# Material for this task
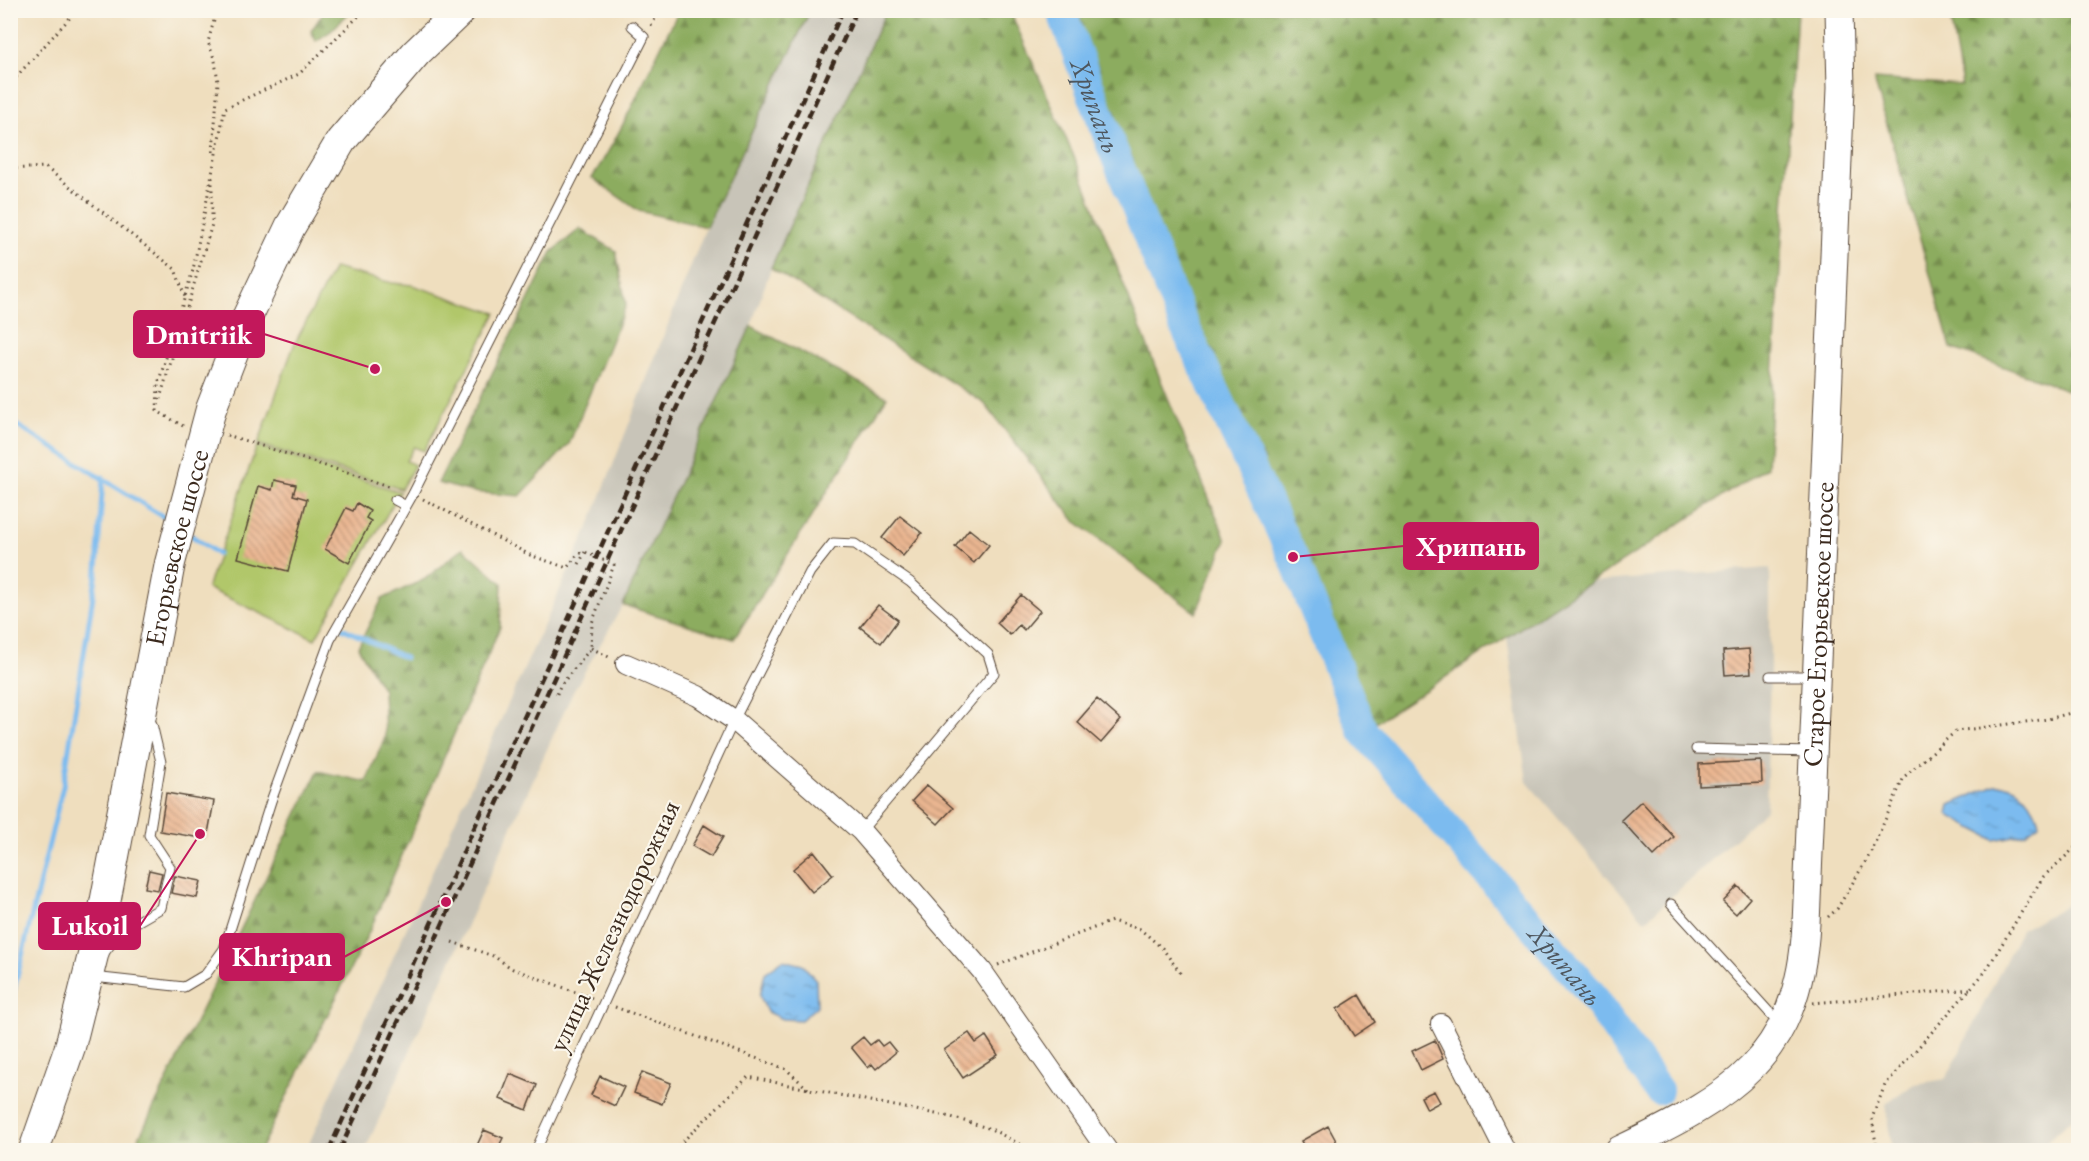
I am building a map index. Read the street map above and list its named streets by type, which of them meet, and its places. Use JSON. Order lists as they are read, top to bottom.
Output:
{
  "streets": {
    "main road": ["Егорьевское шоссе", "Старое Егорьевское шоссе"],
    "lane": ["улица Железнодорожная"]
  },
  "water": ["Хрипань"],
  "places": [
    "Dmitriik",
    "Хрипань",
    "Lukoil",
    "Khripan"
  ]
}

* * *

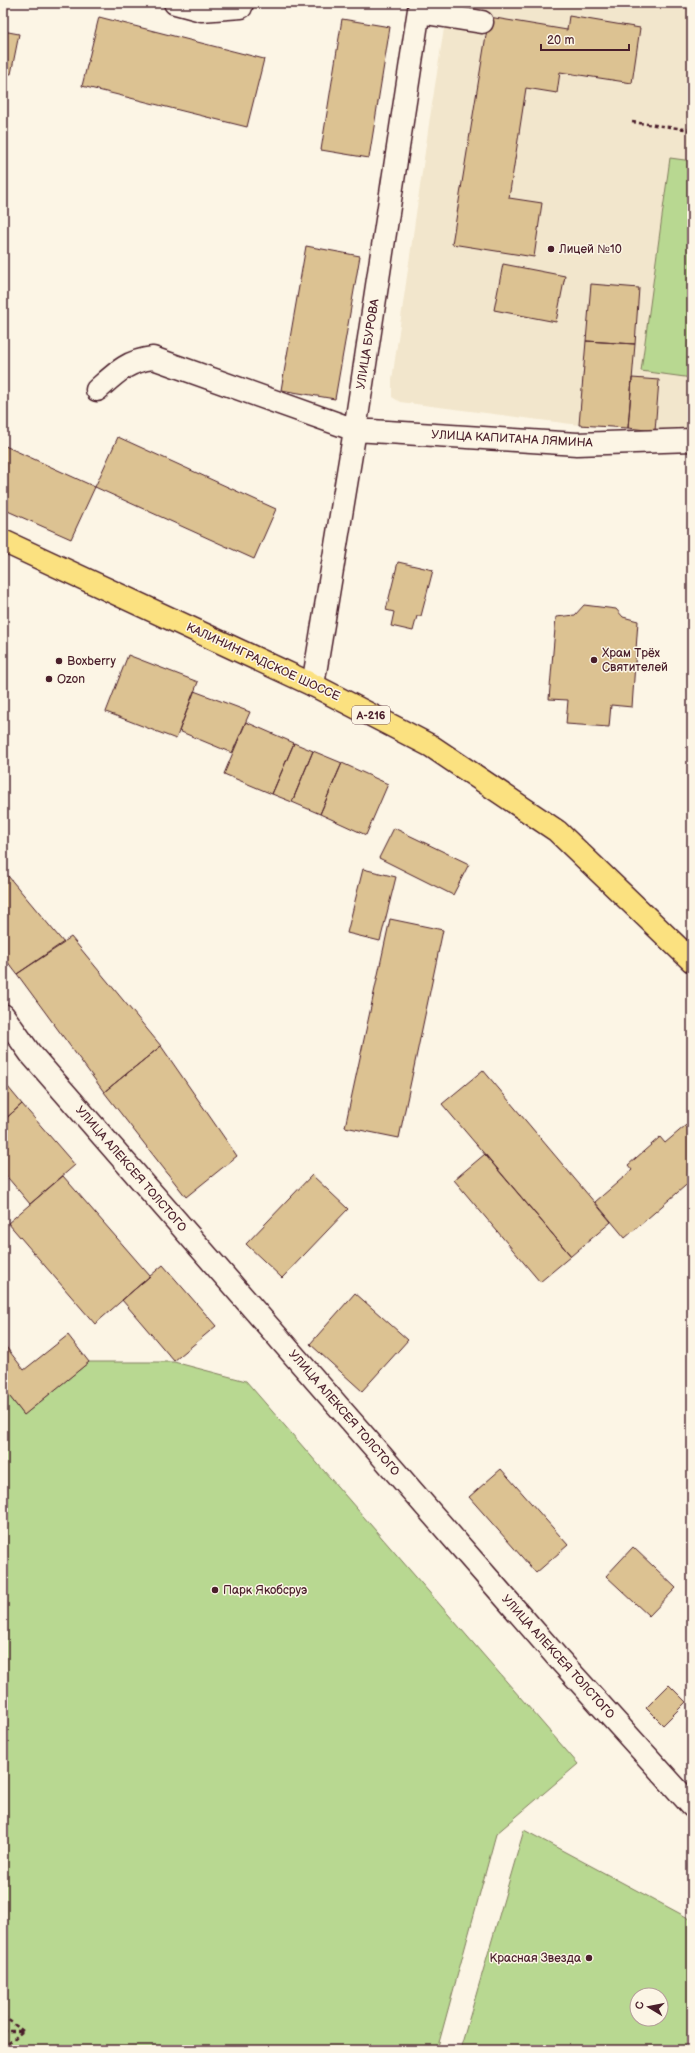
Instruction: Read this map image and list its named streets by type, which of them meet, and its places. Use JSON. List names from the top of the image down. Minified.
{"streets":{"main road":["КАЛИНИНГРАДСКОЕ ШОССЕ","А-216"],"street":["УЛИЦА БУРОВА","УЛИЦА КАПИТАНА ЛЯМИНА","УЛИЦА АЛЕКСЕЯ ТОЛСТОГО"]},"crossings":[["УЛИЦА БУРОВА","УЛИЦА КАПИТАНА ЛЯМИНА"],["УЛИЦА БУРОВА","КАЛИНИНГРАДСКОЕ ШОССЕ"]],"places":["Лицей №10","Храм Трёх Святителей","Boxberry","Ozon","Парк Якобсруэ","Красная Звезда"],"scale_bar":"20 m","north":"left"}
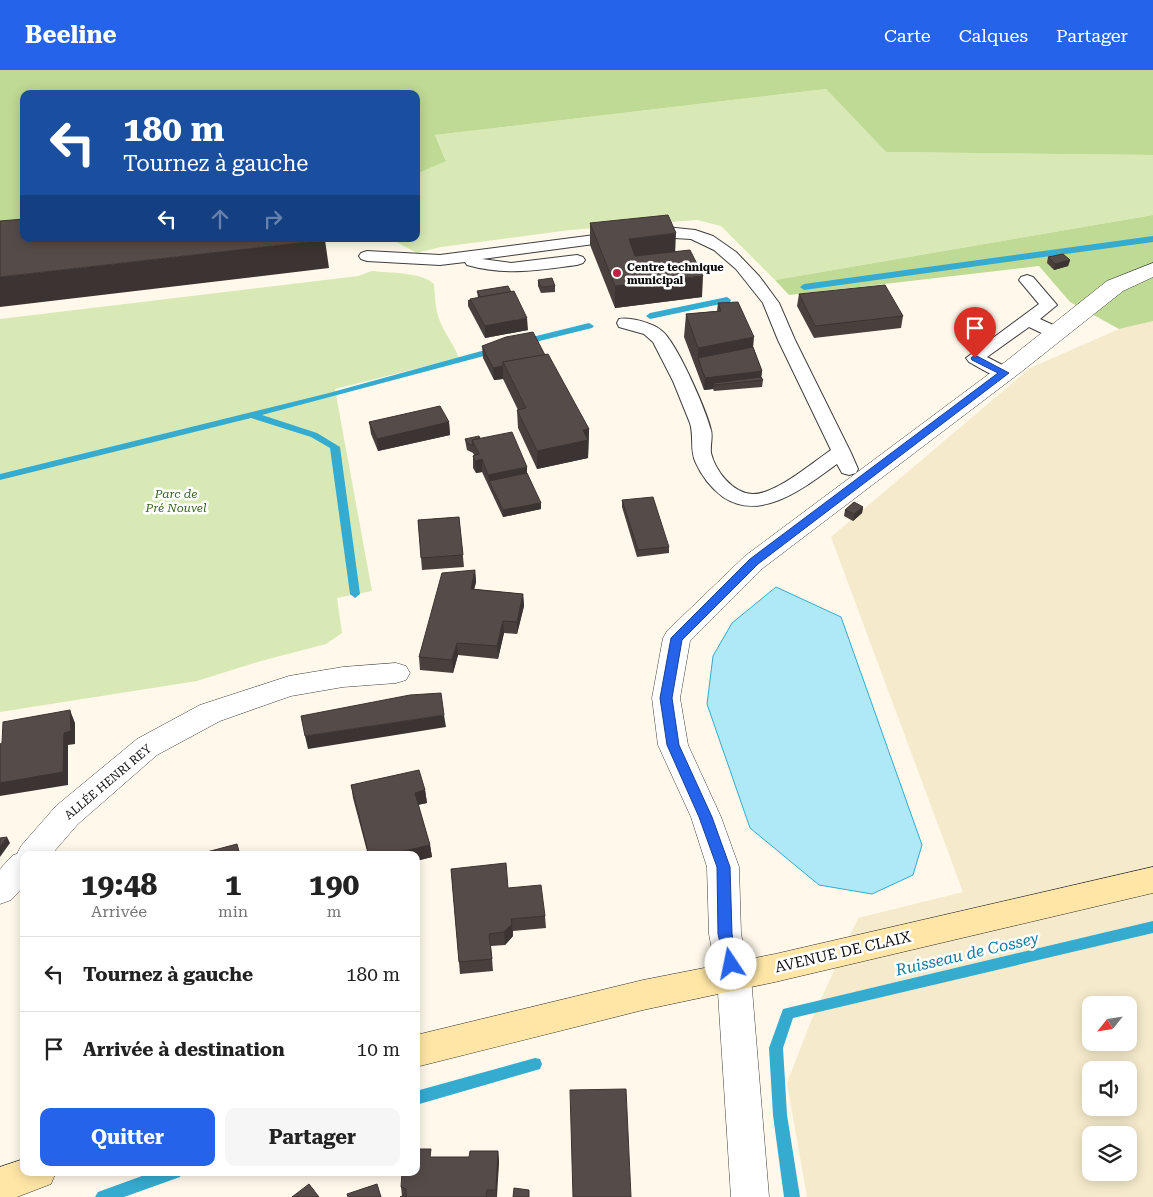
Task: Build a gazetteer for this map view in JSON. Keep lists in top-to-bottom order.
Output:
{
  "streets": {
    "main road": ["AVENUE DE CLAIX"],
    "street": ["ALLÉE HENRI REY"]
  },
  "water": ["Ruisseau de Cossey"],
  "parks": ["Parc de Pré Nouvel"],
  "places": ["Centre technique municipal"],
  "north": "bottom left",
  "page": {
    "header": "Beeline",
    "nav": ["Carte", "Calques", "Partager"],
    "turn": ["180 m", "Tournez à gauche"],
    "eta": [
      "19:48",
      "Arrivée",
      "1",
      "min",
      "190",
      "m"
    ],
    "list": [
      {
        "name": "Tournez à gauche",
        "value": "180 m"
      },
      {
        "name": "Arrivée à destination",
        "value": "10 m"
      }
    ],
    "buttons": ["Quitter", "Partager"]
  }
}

* * *

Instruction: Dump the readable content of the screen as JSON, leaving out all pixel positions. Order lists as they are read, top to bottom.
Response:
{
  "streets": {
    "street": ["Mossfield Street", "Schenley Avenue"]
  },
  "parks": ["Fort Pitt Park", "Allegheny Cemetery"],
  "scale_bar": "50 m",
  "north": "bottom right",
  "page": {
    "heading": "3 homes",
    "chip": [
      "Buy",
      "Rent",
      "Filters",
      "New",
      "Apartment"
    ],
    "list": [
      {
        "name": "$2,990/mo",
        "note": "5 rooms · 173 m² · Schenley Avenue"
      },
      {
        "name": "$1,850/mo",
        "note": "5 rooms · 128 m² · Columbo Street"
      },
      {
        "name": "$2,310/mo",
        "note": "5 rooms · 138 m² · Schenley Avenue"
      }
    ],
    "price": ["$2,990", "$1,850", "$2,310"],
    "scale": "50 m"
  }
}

# About this task
Copy each line of the data that contains the word "they", leaving the other lines out.

# Solution
I am building a map index. Read the street map above and list its named streets by type, which of them meet, and its places. Use JSON. Order lists as they are read, top to bottom.
Instruction: Dump the readable content of the screen as JSON, leaving out all pixel positions. Order lists as they are read, top to bottom.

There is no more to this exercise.